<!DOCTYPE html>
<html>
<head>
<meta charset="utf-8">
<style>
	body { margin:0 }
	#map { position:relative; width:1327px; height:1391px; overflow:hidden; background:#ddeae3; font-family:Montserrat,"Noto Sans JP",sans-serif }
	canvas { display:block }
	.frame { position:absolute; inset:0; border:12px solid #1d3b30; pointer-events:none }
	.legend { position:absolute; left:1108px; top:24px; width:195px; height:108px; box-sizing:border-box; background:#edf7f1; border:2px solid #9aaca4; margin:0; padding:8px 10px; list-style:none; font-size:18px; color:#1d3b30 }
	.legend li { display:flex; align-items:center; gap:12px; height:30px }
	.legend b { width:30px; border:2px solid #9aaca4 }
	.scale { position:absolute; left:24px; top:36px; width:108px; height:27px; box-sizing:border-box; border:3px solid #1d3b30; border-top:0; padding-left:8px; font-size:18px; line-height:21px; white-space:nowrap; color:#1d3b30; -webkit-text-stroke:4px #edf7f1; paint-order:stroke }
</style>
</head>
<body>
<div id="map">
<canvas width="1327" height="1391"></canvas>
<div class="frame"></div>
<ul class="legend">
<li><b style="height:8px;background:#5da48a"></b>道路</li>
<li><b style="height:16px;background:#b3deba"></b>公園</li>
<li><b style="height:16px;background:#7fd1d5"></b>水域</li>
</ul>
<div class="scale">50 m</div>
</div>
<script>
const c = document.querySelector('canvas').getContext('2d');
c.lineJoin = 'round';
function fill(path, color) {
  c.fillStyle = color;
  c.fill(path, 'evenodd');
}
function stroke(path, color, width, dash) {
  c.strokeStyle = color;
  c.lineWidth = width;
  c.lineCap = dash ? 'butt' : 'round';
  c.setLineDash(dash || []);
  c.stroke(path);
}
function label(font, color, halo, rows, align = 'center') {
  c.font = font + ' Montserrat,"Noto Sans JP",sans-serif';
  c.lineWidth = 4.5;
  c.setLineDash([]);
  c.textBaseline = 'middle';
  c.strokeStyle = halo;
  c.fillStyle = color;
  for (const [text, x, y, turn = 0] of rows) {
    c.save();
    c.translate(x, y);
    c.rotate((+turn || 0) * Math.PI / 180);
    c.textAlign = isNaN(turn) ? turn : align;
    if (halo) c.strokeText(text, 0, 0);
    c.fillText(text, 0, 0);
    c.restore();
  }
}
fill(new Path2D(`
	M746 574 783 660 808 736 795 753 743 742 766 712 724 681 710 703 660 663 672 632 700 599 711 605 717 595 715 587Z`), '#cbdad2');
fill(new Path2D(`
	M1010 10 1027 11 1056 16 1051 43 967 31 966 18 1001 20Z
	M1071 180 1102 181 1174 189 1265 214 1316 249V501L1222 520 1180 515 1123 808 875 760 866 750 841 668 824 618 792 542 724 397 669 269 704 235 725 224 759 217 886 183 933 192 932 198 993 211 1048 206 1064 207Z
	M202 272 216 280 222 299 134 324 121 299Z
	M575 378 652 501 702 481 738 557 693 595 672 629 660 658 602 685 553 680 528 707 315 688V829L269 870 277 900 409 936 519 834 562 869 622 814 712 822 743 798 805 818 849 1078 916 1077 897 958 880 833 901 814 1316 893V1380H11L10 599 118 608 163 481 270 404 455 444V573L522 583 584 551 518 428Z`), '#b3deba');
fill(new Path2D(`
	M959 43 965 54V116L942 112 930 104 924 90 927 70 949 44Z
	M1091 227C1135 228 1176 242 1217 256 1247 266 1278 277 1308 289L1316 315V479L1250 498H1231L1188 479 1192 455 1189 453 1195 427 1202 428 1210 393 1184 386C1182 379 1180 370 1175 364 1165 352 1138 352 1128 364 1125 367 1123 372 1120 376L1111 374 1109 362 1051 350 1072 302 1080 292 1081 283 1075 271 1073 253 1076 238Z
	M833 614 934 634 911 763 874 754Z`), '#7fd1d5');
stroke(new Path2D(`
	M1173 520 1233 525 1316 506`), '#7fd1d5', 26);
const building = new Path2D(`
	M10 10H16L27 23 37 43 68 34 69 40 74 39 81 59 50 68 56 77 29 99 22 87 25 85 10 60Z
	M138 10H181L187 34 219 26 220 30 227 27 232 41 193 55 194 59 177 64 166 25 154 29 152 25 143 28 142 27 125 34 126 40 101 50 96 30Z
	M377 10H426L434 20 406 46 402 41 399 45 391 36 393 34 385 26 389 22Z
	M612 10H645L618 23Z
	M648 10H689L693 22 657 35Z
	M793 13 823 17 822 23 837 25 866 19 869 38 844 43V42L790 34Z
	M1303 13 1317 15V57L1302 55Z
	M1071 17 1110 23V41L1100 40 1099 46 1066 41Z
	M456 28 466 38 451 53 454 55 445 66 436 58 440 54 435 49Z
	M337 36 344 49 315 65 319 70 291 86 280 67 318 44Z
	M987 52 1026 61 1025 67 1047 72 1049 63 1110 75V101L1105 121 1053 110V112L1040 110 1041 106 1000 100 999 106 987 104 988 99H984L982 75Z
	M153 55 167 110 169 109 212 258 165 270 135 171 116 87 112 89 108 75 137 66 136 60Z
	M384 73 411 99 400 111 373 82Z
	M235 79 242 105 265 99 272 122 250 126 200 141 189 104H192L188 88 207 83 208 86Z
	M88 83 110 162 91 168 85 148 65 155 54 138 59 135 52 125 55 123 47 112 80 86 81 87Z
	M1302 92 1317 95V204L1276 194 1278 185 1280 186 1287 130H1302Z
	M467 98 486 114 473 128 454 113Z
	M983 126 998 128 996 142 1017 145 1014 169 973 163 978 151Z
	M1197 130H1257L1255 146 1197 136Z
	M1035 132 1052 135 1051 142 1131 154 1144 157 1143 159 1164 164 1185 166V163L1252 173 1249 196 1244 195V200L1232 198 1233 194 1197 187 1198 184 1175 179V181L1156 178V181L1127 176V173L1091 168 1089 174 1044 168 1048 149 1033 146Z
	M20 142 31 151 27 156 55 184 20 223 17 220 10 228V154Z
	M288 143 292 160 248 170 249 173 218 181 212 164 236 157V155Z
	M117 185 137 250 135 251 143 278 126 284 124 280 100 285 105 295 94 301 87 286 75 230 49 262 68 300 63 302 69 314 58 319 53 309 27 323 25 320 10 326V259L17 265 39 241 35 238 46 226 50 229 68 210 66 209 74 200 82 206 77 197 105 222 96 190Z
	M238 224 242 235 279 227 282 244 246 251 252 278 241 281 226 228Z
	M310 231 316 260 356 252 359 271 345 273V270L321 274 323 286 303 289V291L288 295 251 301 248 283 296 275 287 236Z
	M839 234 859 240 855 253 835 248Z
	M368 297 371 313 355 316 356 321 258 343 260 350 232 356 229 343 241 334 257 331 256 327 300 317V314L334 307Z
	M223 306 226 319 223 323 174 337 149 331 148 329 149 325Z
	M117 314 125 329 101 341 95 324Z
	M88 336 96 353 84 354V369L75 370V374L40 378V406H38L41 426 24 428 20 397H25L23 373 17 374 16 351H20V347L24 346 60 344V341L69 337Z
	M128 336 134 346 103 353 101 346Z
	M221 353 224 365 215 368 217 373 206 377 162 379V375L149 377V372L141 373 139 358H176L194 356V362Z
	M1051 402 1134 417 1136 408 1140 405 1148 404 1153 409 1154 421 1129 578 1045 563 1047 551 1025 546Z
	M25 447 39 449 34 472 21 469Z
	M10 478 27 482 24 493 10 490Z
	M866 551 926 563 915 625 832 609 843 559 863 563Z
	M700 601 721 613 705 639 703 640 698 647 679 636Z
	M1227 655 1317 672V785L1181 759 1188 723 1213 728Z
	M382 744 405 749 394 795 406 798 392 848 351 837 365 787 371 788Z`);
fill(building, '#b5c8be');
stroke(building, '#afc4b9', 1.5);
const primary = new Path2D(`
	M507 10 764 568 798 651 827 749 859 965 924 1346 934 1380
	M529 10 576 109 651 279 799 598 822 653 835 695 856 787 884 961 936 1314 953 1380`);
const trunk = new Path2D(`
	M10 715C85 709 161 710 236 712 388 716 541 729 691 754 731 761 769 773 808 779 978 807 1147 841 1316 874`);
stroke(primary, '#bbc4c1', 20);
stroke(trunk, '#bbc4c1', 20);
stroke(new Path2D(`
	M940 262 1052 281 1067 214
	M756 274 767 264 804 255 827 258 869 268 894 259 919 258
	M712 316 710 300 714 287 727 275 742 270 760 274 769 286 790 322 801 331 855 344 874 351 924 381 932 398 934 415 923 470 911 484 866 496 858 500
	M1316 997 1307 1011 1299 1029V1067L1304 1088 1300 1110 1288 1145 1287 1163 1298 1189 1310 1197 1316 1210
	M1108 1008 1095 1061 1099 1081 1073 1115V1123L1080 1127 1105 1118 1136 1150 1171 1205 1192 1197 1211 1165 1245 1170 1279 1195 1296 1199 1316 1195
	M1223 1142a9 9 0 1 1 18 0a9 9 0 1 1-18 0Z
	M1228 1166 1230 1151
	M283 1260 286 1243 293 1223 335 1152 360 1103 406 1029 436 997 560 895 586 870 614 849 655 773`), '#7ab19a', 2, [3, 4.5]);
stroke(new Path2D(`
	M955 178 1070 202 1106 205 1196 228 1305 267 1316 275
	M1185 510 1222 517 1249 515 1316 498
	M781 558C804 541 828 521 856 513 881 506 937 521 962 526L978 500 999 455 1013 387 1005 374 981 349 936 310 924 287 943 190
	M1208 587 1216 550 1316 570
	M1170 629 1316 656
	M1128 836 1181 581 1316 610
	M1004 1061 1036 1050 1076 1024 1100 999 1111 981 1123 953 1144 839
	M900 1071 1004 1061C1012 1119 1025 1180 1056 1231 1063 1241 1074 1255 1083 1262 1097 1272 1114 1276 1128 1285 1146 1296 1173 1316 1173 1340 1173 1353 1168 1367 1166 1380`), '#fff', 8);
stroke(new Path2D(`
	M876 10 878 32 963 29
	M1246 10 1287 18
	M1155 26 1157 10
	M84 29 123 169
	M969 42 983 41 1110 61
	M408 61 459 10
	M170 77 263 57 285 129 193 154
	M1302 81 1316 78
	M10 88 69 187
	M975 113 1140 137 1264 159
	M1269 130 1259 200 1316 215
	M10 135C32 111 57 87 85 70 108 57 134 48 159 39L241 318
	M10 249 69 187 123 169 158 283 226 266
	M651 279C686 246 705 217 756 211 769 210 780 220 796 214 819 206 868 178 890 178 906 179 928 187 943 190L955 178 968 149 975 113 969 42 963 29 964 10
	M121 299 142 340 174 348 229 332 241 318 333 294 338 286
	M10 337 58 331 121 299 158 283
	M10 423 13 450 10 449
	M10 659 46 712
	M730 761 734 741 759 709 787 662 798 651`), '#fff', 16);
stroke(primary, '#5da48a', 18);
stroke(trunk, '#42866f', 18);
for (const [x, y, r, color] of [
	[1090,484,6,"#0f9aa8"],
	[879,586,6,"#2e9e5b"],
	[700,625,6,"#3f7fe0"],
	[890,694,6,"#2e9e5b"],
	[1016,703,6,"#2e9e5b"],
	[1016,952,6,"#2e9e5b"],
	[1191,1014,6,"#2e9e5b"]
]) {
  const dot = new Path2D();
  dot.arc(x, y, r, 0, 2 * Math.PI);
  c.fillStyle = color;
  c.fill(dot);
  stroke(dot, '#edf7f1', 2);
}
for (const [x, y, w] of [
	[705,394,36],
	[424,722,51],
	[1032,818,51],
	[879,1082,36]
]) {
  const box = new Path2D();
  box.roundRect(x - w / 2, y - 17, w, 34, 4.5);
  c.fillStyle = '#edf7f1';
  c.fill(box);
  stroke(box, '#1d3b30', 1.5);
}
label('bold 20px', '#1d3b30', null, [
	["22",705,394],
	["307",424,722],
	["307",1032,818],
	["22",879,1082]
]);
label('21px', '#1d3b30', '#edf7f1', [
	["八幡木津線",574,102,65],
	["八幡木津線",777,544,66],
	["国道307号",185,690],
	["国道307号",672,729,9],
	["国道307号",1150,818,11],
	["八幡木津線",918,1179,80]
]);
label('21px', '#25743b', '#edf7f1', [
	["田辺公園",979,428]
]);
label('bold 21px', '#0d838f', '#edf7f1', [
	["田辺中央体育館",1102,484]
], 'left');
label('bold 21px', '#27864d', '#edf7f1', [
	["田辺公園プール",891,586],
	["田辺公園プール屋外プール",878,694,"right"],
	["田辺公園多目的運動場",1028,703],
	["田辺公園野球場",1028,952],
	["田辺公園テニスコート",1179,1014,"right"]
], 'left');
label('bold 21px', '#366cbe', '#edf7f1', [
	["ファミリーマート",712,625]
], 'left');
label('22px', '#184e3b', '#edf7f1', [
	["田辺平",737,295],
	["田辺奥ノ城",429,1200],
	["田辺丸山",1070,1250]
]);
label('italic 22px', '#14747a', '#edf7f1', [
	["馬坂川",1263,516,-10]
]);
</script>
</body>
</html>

○ ○ ○

• **Requirement**
Gather all lines from the records above in which "rows" appears.

• **Exercise response**
function label(font, color, halo, rows, align = 'center') {
  for (const [text, x, y, turn = 0] of rows) {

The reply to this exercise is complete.